Jakub Narebski <jnareb@xxxxxxxxx> · Sat, 10 Dec 2011 17:18:33 +0100

On Wed, 7 Dec 2011, Junio C Hamano wrote:
> Jakub Narebski <jnareb@xxxxxxxxx> writes:
> 
> > But doing this would change gitweb behavior.  Currently when 
> > encountering something (usually line of output) that is not valid 
> > UTF-8, we decode it (to UTF-8) using $fallback_encoding, by default
> > 'latin1'.  Note however that this value is per gitweb installation,
> > not per repository.
> 
> I think we added and you acked 00f429a (gitweb: Handle non UTF-8 text
> better, 2007-06-03) for a good reason, and I think the above argues that
> whatever issue the commit tried to address is a non-issue.
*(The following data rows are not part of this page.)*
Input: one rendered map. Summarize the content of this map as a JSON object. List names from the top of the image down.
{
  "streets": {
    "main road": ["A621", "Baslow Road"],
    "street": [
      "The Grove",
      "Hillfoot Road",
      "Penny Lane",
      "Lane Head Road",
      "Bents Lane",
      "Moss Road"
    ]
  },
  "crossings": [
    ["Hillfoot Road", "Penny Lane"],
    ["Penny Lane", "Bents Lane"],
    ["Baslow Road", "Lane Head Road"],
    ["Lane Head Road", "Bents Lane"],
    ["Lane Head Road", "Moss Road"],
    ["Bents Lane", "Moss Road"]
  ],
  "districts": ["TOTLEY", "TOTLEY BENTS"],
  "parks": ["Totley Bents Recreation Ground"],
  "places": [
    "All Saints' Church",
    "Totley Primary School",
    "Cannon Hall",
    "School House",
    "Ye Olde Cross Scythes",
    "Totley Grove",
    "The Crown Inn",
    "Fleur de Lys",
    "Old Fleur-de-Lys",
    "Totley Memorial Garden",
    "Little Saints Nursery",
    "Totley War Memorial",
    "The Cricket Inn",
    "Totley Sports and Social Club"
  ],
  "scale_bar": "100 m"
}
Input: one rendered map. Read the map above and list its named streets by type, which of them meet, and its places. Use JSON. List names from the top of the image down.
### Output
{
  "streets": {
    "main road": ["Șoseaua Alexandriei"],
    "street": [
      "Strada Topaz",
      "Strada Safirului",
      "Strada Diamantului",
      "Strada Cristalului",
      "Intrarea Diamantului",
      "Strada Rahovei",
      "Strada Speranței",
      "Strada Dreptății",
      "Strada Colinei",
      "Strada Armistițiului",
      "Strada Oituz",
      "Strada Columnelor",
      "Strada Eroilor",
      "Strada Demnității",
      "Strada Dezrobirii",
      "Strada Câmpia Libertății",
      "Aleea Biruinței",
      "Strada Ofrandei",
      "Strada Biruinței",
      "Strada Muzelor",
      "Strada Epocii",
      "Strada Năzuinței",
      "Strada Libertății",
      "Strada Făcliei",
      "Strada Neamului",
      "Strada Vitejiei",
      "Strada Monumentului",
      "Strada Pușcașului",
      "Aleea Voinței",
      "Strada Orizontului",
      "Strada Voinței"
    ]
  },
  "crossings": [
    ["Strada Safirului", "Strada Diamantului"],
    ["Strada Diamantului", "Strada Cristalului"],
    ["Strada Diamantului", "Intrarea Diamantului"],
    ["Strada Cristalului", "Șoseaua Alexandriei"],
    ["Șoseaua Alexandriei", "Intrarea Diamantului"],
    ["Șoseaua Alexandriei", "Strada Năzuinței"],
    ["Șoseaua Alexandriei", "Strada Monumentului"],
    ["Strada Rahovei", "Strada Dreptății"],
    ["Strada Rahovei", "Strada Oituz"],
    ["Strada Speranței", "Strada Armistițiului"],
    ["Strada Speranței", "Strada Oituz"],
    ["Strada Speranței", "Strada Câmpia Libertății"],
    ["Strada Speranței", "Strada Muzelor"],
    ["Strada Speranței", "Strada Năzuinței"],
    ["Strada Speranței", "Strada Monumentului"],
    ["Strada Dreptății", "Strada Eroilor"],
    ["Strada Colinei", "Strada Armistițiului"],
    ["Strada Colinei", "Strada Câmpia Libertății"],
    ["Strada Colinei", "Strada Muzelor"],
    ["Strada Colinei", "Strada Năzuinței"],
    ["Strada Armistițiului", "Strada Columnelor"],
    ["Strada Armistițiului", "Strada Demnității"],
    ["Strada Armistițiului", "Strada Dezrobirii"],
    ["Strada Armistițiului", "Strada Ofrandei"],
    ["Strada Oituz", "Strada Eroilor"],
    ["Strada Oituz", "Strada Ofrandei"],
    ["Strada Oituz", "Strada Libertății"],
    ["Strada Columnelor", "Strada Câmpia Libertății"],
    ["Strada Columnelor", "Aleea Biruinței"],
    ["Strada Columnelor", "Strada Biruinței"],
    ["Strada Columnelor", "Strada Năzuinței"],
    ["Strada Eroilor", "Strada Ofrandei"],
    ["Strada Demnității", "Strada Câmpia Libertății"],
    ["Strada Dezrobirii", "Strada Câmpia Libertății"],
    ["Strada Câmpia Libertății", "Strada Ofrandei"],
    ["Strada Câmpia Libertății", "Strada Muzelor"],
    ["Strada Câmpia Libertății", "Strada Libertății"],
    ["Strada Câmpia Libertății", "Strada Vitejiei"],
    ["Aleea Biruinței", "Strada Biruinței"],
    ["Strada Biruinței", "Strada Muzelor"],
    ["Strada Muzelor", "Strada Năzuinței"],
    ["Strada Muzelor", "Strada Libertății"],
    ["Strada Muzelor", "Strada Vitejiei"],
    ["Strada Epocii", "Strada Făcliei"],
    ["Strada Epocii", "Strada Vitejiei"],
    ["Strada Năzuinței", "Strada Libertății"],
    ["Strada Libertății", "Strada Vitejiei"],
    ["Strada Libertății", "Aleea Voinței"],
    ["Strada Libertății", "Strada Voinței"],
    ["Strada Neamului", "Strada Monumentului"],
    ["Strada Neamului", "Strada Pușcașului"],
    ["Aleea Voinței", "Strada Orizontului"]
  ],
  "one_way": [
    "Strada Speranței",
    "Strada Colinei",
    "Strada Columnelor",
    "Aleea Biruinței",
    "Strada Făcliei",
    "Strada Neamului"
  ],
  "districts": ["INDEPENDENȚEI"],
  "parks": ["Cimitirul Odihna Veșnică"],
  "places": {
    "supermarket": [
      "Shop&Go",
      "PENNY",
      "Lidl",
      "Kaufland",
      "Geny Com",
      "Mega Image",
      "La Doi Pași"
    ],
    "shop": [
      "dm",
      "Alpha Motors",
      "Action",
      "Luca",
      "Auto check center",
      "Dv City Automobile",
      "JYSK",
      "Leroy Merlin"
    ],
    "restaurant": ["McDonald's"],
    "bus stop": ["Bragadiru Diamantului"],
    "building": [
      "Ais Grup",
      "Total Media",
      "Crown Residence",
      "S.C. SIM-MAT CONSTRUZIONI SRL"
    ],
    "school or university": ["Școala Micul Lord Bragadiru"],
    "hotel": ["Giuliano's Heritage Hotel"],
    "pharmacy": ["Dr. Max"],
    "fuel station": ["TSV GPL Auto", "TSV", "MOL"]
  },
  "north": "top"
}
Is it really
> true?

I think that UTF-8 is much more prevalent character encoding in operating
systems, programming languages, APIs, and software applications than it
was 4 years ago.

Also the solution implemented in said commit was a good start, but it
remains incomplete: $fallback_encoding is per-installation which is too
big granularity (there is `gui.encoding` per-repository config... but it
is about main not fallback encoding; best would be to use gitattribute
but currently there is no way to check attribute value at given revision).

The proposed

  use open qw(:std :utf8);

and removal of to_utf8 and $fallback_encoding would be regression compared
to post-00f429a... but the tradeoff of more robust UTF-8 handling might be
worth it.

Note that to_utf8 handles git command output part by part, not as a whole;
for UTF-8 vs latin1 (i.e. iso-8859-1) it does not matter though because
latin1 is very unlikely to be recognized as valid utf-8[1], and ASCII
characters pass-through for UTF-8.

[1]: http://en.wikipedia.org/wiki/UTF-8#Advantages

> > ... I guess
> > it could be emulated by defining our own 'utf-8-with-fallback'
> > encoding, or by defining our own PerlIO layer with PerlIO::via.
> > But it no longer be simple solution (though still automatic).
> 
> Between the current "everybody who read from the input must remember to
> call to_utf8" and "everybody gets to read utf8 automatically for internal
> processing", even though the latter may involve one-time pain to set up
> the framework to do so, the pros-and-cons feels obvious to me.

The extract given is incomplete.